The Orchestral Suite No. 2 in B Minor dates from the late 1730s. Bach was once again in charge of Leipzig’s popular Collegium Musicum, the loose-knit musical society that met periodically for performances at Zimmermann’s Kaffeehaus. Scored for transverse flute (as opposed to the more common end-blown recorder), strings, and continuo, the B-Minor Suite contains seven movements in all. We begin, de rigeur, with a grand French Overture in three part-form. Lasting about one-third of the entire composition, this single movement showcases Bach at his most mature. The initial Grave section features the familiar dotted rhythms and sharp gestures inherent in the Overture genre, followed by a lively Fugue and return to the Overture ethos. Two important points may be made. First, Bach uses the flute to lead concerto-style passages interspersed throughout the Fugue.

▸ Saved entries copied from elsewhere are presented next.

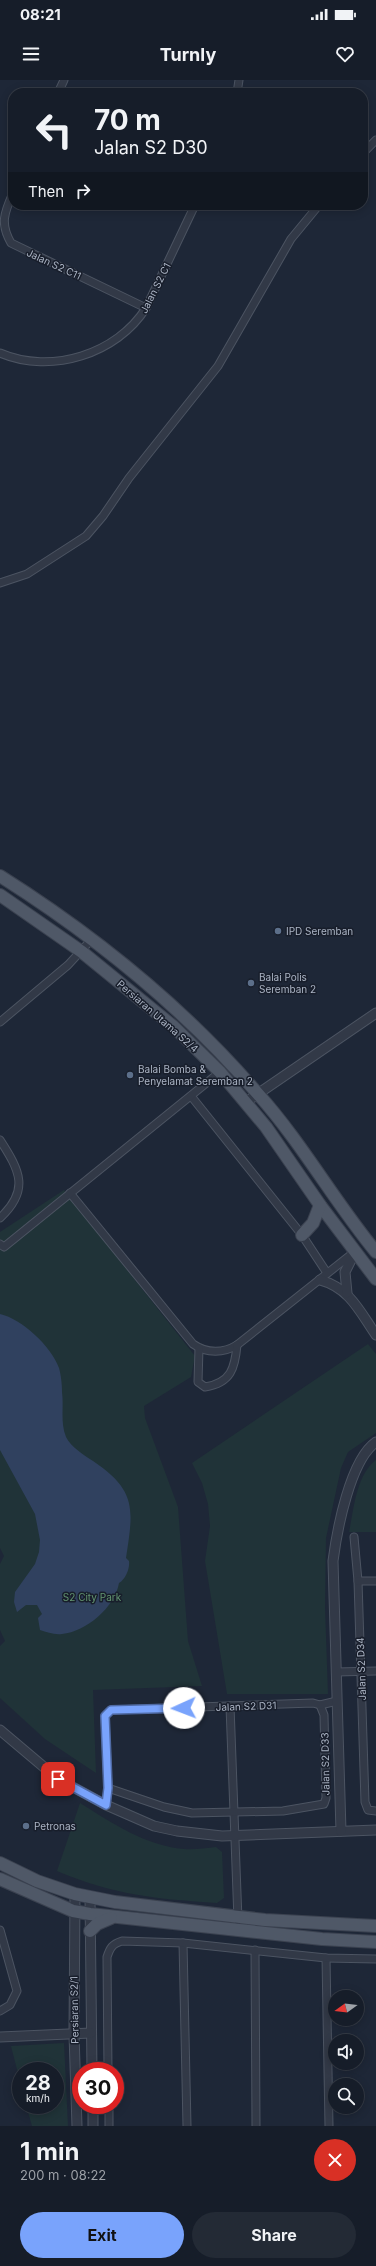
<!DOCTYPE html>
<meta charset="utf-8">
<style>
body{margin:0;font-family:Inter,sans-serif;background:#232a35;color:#f1f3f6;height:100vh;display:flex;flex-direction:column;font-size:15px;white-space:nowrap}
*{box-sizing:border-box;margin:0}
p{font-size:13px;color:#9ea2a8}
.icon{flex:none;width:22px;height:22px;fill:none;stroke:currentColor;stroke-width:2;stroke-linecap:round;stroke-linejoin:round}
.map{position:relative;height:2046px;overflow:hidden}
.sheet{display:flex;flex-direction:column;background:#161d29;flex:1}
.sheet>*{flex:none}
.hud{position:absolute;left:8px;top:8px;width:360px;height:122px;border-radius:16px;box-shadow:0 2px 10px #0003,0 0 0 1px #353b46;background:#161d29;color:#f1f3f6;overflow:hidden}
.needle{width:26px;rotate:255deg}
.tools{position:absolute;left:328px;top:1910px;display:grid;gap:8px}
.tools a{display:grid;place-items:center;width:36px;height:36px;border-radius:50%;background:#161d29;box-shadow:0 2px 10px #0003,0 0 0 1px #353b46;font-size:20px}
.speed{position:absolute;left:12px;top:1982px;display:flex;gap:8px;font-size:20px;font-weight:700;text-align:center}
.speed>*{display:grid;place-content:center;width:52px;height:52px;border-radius:50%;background:#161d29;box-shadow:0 2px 10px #0003,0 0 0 1px #353b46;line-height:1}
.speed small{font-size:10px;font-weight:400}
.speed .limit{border:6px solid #d22;background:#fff;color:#111}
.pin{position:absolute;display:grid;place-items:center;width:34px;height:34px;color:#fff;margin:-17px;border-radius:8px;box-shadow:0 2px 6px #0006}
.me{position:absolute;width:44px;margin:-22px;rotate:268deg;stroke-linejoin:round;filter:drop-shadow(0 0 3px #0008)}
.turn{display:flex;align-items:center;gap:14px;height:84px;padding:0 20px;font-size:18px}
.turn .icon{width:52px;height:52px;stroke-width:2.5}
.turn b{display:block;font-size:28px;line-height:34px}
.then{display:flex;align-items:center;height:38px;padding:0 20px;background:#0003;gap:8px;font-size:15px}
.round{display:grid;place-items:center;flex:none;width:42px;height:42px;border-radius:21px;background:#232a35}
.head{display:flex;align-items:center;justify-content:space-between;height:68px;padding:0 20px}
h1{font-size:24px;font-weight:700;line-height:30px}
.button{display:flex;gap:8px;margin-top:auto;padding:8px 20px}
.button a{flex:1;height:46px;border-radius:24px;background:#79a3fc;color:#111;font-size:16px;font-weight:700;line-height:46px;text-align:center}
.button a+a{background:#232a35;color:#f1f3f6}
.status{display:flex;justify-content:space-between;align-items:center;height:28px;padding:0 20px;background:#161d29;direction:ltr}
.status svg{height:11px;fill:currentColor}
header{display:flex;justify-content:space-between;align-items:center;height:52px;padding:0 20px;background:#161d29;font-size:18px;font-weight:700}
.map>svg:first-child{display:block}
.green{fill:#203338}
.water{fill:#30415f}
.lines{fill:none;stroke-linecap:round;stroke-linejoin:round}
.minor-casing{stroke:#4c5462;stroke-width:9}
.tertiary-casing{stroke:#4c5462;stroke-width:11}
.primary-casing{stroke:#3b4250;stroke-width:14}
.minor{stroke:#323947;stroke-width:7}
.tertiary{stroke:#323947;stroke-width:9}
.primary{stroke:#4f5867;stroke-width:12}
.route-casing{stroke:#4f6aa4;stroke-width:10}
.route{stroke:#79a3fc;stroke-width:7}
.service-dot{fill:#5c6f8a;stroke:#181e2b;stroke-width:1.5}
.labels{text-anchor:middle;stroke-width:3;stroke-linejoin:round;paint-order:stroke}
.street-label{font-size:10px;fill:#abb4c4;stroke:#181e2b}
.poi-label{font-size:10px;fill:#abb4c4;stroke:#181e2b;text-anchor:start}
.park-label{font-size:10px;fill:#639571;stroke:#181e2b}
</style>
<div class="status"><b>08:21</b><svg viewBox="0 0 49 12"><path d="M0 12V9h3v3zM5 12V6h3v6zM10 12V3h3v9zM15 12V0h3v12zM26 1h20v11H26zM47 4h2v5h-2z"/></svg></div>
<header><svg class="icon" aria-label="menu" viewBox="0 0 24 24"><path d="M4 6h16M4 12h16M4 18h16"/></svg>Turnly<svg class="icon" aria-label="heart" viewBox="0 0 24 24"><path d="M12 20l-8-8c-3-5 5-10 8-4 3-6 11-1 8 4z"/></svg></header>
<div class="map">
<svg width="376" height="2046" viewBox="0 0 376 2046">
<rect width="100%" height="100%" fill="#1e2737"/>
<g class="green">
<path d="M 64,1110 L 195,1276 L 191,1297 L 144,1326 L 145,1338 L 178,1427 L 188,1561 L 202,1606 L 93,1610 L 96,1693 L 45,1659 L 0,1618 L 0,1566 L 5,1561 L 0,1550 L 0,1484 L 4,1476 L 0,1468 L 0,1152 Z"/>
<path d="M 368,1264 L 376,1274 L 376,1353 L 348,1372 L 341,1388 L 326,1458 L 325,1528 L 328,1614 L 227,1614 L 205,1481 L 210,1446 L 208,1424 L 202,1403 L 192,1383 Z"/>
<path d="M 376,1380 L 376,1452 L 349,1452 C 354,1429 356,1395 376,1380 Z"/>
<path d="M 80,1723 C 112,1743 146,1766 184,1769 C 194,1770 206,1768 216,1767 L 222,1772 L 224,1818 L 217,1823 C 157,1819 113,1815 57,1791 Z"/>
<path d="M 64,1963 L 68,2046 L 32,2046 L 26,2025 L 55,2025 L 55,1991 L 21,1991 L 21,2005 L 11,1966 Z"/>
</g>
<path class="water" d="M 0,1234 C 22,1239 51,1266 59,1288 C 61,1295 62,1305 62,1312 C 64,1327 60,1342 66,1357 C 71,1367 84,1375 93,1381 C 138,1411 133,1431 126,1478 L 129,1481 C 130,1488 126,1499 119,1503 C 115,1527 86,1552 62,1554 C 54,1555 47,1552 40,1550 L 38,1538 L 42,1534 L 37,1525 L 26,1525 L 17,1532 L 14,1522 L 15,1512 L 35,1484 L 39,1472 L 40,1460 L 35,1434 L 0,1370 Z"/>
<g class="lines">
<defs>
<g id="minor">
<path d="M 58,13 L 64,0"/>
<path d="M 237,13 L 239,0"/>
<path d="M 363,73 L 376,60"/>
<path d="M 13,113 C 4,133 0,144 11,163 L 146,228"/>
<path d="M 0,273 C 51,295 117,274 146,228 L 195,125"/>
<path d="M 0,503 L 27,494 L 86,456 L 103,436 L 129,398 L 218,286 L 291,159 L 319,125"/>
<path d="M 0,942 L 68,885 L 91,860"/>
<path d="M 191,1016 L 302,1155 L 327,1193"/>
<path d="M 0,1060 C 20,1091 30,1110 0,1138"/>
<path d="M 70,1113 L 193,1264 C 207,1274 224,1273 237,1265 L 353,1173"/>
<path d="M 0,1164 L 4,1167 L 220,992"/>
<path d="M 199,1268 L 198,1302 L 205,1307 C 231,1303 235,1288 237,1265"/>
<path d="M 354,1457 L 358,1501 L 365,1722 L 368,1730 L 376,1731"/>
<path d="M 358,1501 L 376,1501"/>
<path d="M 337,1592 L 376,1591"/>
<path d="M 230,1626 L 238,1840"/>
<path d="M 108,1708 L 164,1727 L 192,1733 L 283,1731 L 324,1724 L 326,1718 L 324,1635 L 320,1625"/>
<path d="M 106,1725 L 108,1708 L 105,1636 L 111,1630 L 313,1623 L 320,1625 L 337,1621"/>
<path d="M 0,1850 L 17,1911 L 10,1925 L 0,1931"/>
<path d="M 183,1863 L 187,2046"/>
<path d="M 255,1870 L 256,2046"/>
<path d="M 326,1878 L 329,2046"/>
<path d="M 108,1991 L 107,1877 C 110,1868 112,1864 122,1861 L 183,1863 L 326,1878 L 376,1879"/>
<path d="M 109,2025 L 109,2046"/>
</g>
<g id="tertiary">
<path d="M 246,1022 L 376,933"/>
<path d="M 320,1200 C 350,1208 360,1232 376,1255"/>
<path d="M 347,1213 L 345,1192 L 355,1172"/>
<path d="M 0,1650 L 58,1699 L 106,1725 L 154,1746 L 177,1751 L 222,1756 L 376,1750"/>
<path d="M 341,1751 L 333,1481 C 337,1450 350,1380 376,1362"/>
<path d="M 75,1814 L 74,1954 L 77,2046"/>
<path d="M 90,1818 L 92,1991"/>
<path d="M 0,1957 L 91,1953"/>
<path d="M 93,2025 L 93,2046"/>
</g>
<g id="primary">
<path d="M 0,796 C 95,856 185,929 258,1014 C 302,1063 334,1121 376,1172"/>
<path d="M 0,815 L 82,872 L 174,947 L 220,992 L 266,1047 L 320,1125 L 376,1199"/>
<path d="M 302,1155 L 313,1143 L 320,1125"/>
<path d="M 0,1783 L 37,1801 L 75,1814 L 115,1822 L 265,1840 L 376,1846"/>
<path d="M 0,1799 L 73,1831 L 90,1834 L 322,1859 L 376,1862"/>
<path d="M 90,1851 L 97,1844 L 111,1838"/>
</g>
</defs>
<use href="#minor" class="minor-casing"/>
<use href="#tertiary" class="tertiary-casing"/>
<use href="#primary" class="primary-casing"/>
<use href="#minor" class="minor"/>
<use href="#tertiary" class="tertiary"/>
<use href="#primary" class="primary"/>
</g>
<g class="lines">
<defs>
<path id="route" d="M 58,1699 L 106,1725 L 108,1708 L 105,1636 L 111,1630 L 184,1628"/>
</defs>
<use href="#route" class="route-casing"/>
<use href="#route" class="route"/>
</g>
<g class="service-dot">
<circle cx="278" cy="851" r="4"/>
<circle cx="251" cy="903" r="4"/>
<circle cx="130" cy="995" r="4"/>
<circle cx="26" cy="1746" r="4"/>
</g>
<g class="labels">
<g class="street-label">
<text transform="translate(54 184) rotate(25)" y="4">Jalan S2 C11</text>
<text transform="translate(155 208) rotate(-63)" y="4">Jalan S2 C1</text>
<text transform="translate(158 936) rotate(41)" y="4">Persiaran Utama S2/4</text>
<text transform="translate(361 1589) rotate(-92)" y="4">Jalan S2 D34</text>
<text transform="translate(246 1626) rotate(-2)" y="4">Jalan S2 D31</text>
<text transform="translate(325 1684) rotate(-91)" y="4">Jalan S2 D33</text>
<text transform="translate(74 1930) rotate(-91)" y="4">Persiaran S2/1</text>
</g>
<g class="poi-label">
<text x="286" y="855">IPD Seremban</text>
<text x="259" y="901">Balai Polis<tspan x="259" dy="12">Seremban 2</tspan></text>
<text x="138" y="993">Balai Bomba &amp;<tspan x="138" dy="12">Penyelamat Seremban 2</tspan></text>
<text x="34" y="1750">Petronas</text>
</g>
<g class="park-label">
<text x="92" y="1521">S2 City Park</text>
</g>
</g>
</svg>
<div class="tools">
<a><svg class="needle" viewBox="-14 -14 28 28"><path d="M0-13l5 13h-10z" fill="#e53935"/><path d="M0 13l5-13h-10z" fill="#9ea2a8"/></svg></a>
<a><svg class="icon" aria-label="sound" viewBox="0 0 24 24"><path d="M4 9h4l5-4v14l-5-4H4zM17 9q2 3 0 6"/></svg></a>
<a><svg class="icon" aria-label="search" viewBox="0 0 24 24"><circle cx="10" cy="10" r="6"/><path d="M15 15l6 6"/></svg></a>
</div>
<div class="speed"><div>28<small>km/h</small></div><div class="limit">30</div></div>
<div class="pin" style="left:58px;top:1699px;background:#d93025"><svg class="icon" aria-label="arrive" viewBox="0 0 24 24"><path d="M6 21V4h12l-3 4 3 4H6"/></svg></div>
<svg class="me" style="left:184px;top:1628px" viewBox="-20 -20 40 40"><circle r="19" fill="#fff"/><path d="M0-13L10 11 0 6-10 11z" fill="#79a3fc"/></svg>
<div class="hud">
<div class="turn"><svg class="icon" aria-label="left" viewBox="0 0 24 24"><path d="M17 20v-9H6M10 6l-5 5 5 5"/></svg><div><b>70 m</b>Jalan S2 D30</div></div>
<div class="then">Then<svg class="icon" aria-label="right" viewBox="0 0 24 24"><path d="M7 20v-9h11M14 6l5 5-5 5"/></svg></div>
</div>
</div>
<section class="sheet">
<div class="head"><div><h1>1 min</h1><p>200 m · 08:22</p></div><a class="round" style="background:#d93025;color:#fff"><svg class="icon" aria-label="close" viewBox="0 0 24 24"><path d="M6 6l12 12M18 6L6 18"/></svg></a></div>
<div class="button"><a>Exit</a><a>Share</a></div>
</section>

Second, the recycled Grave material (originally in duple, 4/4 time) is recast in triple meter, perhaps in anticipation of the many dances to come?
Those dances begin with a subdued Rondeau and Sarabande pairing, followed by two fast Bourrées played as a three-part unit (I-II-I). As flute and first violin double one another exactly in most movements, it is clear that Bach uses the woodwind instrument for sonic color rather than to introduce additional melodic material. That approach changes dramatically during the Polonaise and its variation kin, called a Double, where the flute enjoys a prominent solo moment. Following a brief and gracious Minuet, Bach closes the suite with a ravishing flute showpiece. The movement’s title, Badinerie, refers to playful banter. Bach obliges with a main theme built on tumbling rhythmic figures. His music trips along with charming élan, masking a devilishly demanding flute solo.
While the French element comes through strongly in this suite, we should not think that Bach had been in direct contact with Paris, Versailles, or the great composer Jean-Baptiste Lully. He never ventured outside central Germany. Instead, Bach leaned on similar orchestral suites penned by Telemann, Kuhnau, Fasch and others: German composers intent to please their patrons’ francophile preferences. He may have featured the flute in Suite No. 2 out of respect for French virtuoso flautist Pierre Buffardin, though the connection is mere speculation. While Buffardin may not have been in Leipzig for this performance, Bach clearly had a superlative player on hand to perform material rising very much above the norm.